Jim Harbaugh has been Michigan's coach for eight months now, and besides a hypocritical subtweet to Urban Meyer in the aftermath of losing Mike Weber to Michigan, he has yet to do anything to truly earn my disdain.
In fact, he sounds like a crazily awkward man, which will workout fine for Michigan as long as he wins. Here's some quotes from players about the first time they met their new frontman:
From Brendan F. Quinn of MLive.com:
"Some of the things that happened that day -- it was weird, it was not the norm," says senior linebacker Joe Bolden. "But at the same time, you have changes in life and you have to accept them and adapt to them and make the best of them."
[...]
Harbaugh, not surprisingly, opened with an allegory.

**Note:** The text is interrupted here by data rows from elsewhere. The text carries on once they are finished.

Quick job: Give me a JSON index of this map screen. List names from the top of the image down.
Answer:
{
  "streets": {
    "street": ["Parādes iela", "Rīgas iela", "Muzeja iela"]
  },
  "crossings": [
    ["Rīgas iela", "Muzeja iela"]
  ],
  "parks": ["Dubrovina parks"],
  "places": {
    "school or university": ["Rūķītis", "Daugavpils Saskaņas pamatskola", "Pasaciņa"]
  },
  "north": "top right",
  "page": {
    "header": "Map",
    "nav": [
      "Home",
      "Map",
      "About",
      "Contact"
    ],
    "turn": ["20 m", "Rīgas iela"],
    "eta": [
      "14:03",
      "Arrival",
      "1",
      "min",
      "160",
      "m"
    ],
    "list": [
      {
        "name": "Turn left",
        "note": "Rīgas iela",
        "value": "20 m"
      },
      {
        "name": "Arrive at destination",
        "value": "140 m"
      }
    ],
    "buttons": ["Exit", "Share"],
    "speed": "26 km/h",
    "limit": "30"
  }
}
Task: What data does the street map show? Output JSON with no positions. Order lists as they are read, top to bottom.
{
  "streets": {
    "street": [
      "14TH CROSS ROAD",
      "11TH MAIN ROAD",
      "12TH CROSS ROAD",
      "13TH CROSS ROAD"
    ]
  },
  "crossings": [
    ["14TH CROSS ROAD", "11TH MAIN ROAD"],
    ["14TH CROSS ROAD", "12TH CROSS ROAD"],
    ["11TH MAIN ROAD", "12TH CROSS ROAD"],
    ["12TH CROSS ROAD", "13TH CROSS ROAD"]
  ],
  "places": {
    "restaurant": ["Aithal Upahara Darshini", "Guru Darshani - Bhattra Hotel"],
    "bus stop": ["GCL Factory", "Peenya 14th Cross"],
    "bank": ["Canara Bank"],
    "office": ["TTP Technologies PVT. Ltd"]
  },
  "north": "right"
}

This Michigan team, he told the players, was going to build a keel. Confused eyes scuttled back and forth.
"No one knew what a keel is," junior wideout Jehu Chesson says.
[...]
Then came the rules. Bolden notes, "This got a little interesting -- just what changes were made," but he won't budge on the details. "I know you want them," the senior says, "but I'm not going to give them to you."
Revel in these glorious details now, because it may be all we have until Michigan gets its ass whooped in Utah on Sept. 3. Harbaugh has put his team into a "submarine" — his words — and none of Michigan's practices are open to the public. (Which is why Michigan writers are writing about a meeting that took place eight months ago and not, you know, fall practice.)
Alex Boone, an Ohio State Buckeye who played for Harbaugh in San Francisco, once said Harbaugh is great at delivering the initial boost upon his arrival. After that, though, things got weird.
Ship-building allegories that nobody understands are fine as long as you're delivering wins. If not, well, there's always an NFL owner Harbaugh can dupe out of millions of more dollars.